%%

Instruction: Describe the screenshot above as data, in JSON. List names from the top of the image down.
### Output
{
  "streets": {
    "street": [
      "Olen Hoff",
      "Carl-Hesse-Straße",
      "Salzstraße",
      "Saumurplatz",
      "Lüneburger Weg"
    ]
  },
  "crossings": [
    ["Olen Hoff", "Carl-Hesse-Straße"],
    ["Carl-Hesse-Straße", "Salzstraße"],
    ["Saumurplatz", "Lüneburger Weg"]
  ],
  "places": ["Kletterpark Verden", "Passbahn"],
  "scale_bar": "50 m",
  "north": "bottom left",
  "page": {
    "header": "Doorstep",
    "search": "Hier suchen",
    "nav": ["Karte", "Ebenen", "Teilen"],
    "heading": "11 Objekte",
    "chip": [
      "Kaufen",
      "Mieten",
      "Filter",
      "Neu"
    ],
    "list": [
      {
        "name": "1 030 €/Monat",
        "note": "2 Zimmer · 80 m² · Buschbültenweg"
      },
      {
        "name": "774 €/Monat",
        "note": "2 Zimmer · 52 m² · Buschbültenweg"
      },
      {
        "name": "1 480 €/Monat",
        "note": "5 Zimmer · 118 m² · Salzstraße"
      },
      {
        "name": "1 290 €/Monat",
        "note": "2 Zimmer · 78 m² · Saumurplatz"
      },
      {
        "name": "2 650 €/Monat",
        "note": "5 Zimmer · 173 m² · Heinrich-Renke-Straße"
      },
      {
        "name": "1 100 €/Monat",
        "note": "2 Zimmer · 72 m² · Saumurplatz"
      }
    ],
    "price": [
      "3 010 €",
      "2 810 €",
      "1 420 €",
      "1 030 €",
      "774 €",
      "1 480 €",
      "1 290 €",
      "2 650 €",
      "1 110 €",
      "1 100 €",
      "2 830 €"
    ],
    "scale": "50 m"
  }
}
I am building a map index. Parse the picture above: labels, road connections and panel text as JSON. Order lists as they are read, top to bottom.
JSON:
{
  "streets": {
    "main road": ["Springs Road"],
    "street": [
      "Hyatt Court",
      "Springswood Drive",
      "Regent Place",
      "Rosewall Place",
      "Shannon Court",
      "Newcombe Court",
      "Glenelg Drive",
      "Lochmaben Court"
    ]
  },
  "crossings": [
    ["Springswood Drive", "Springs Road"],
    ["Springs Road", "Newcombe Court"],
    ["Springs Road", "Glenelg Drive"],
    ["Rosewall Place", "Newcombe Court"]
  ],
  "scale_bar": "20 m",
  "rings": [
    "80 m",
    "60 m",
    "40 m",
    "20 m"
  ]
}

%%

● EXERCISE INSTRUCTIONS
Among the records above, find each line holding the string "Court" and pull it out.

● TASK RESULT
      "Hyatt Court",
      "Shannon Court",
      "Newcombe Court",
      "Lochmaben Court"
    ["Springs Road", "Newcombe Court"],
    ["Rosewall Place", "Newcombe Court"]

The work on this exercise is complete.